Ces élèves rejouent ainsi la destruction de la mosquée de Babri, menée en 1992 par les hindouistes. Un des épisodes les plus violents de l’histoire contemporaine indienne, qui a provoqué des émeutes religieuses. Cette partie du spectacle a créé un scandale, mais Prabhakar Bhat, le fondateur de l’école et dirigeant régional de l’organisation hindouiste du RSS, ne voit pas où est le problème.

Nous n’avons fait que montrer un fait historique : la destruction de cette structure de Babri. Ce n’était même pas une mosquée, car personne n’y priait. ce n’était qu’une structure qui a été démolie car elle était construite sur un temple de Ram. 

Un habitant musulman du village a porté plainte contre la direction de l'école. Muaad, ami du plaignant : "Ils ont reproduit l’image de la mosquée pour la faire détruire à nouveau par des enfants. C’est brutal pour nous. Et c’est une honte pour l’humanité."

Nous voulons être en paix. Mais ils essaient d’instiller cette haine dans la tête de la jeune génération. 

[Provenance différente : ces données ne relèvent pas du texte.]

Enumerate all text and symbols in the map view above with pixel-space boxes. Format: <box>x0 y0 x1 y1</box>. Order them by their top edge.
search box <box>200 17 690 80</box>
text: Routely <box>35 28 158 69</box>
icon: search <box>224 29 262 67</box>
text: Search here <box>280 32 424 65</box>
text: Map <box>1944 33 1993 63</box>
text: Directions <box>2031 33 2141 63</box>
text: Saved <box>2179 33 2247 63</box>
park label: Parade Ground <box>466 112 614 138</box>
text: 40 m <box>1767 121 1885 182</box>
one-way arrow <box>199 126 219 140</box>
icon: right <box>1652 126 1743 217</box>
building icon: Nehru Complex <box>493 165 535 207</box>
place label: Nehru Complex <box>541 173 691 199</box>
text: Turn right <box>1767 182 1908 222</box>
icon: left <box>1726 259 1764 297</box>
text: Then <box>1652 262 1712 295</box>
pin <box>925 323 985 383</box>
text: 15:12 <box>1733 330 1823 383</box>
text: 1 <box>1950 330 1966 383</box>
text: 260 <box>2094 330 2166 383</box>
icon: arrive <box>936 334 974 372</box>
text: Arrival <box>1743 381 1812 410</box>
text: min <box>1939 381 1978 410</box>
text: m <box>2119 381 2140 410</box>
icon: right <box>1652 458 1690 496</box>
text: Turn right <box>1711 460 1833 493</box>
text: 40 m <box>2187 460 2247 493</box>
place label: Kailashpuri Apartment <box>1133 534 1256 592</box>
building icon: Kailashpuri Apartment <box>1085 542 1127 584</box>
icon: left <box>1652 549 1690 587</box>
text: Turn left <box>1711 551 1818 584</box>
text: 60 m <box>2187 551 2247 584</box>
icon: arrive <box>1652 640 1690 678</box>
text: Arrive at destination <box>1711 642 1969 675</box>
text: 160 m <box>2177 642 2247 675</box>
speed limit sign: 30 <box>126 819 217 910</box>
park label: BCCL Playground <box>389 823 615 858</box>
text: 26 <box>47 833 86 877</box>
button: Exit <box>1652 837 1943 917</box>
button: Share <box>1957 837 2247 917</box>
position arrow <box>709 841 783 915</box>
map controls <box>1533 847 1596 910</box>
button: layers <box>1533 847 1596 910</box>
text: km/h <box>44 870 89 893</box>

30 000 écoles sont dirigées par la branche éducative du RSS, appelée Vidya Bharti. Elle travaille avec des millions d’enfants dans toute l’Inde. Beaucoup d'établissements recevant des financements publics, ils doivent suivre le programme régional. Mais, à l'instar de celui de Kalladka, ils ajoutent alors leurs propres livres, où s’insère la propagande.

Apologie du nazisme

Aditya Mukherjee, professeur d’histoire à l’université Jawarhalal Nehru de New Delhi, a coécrit un livre sur le sujet. Il a identifié des passages effrayants dans des ouvrages distribués depuis les années 1990 :

Voici ce qui est enseigné aux écoliers âgés de 9 ans : "Partout où va l’Islam, ses pratiquants arrivent avec une épée dans une main et le Coran dans l’autre. Des rivières de sang coulent partout où arrive l’Islam." Ces enfants grandissent en apprenant que les musulmans sont des monstres et que tuer un musulman est un acte nationaliste.

Un autre manuel scolaire des éditions du RSS, destiné aux élèves d’environ 15 ans, fait l’apologie du nazisme, reflet de l’intérêt des nationalistes hindous de l’époque pour les théories européennes sur la pureté de la race.

Pour beaucoup, la mise en application de cette théorie suprémaciste hindoue est illustrée par la loi sur la citoyenneté, adoptée le 11 décembre dernier par le parlement indien. Celle-ci facilite la naturalisation d’immigrés illégaux venus de trois pays voisins mais en exclut les musulmans. La nationalité est ainsi pour la première fois attribuée sur des bases religieuses, ce qui semble inconstitutionnel dans ce pays laïc.

Cette réforme a fait naître une vague de révolte en Inde, concentrée aujourd’hui dans le quartier de Shaheen Bagh, à New Delhi. Amir taqui, 18 ans, est l’un des manifestants :

Lors de l’indépendance, l’Inde a été divisée et beaucoup de personnes sont mortes dans des affrontements religieux entre hindous et musulmans. J’ai peur que cette loi crée les mêmes effets et que beaucoup meurent à nouveau.

Le parti nationaliste hindou du BJP a déjà affirmé qu’il ne retirera jamais cette loi sur la citoyenneté.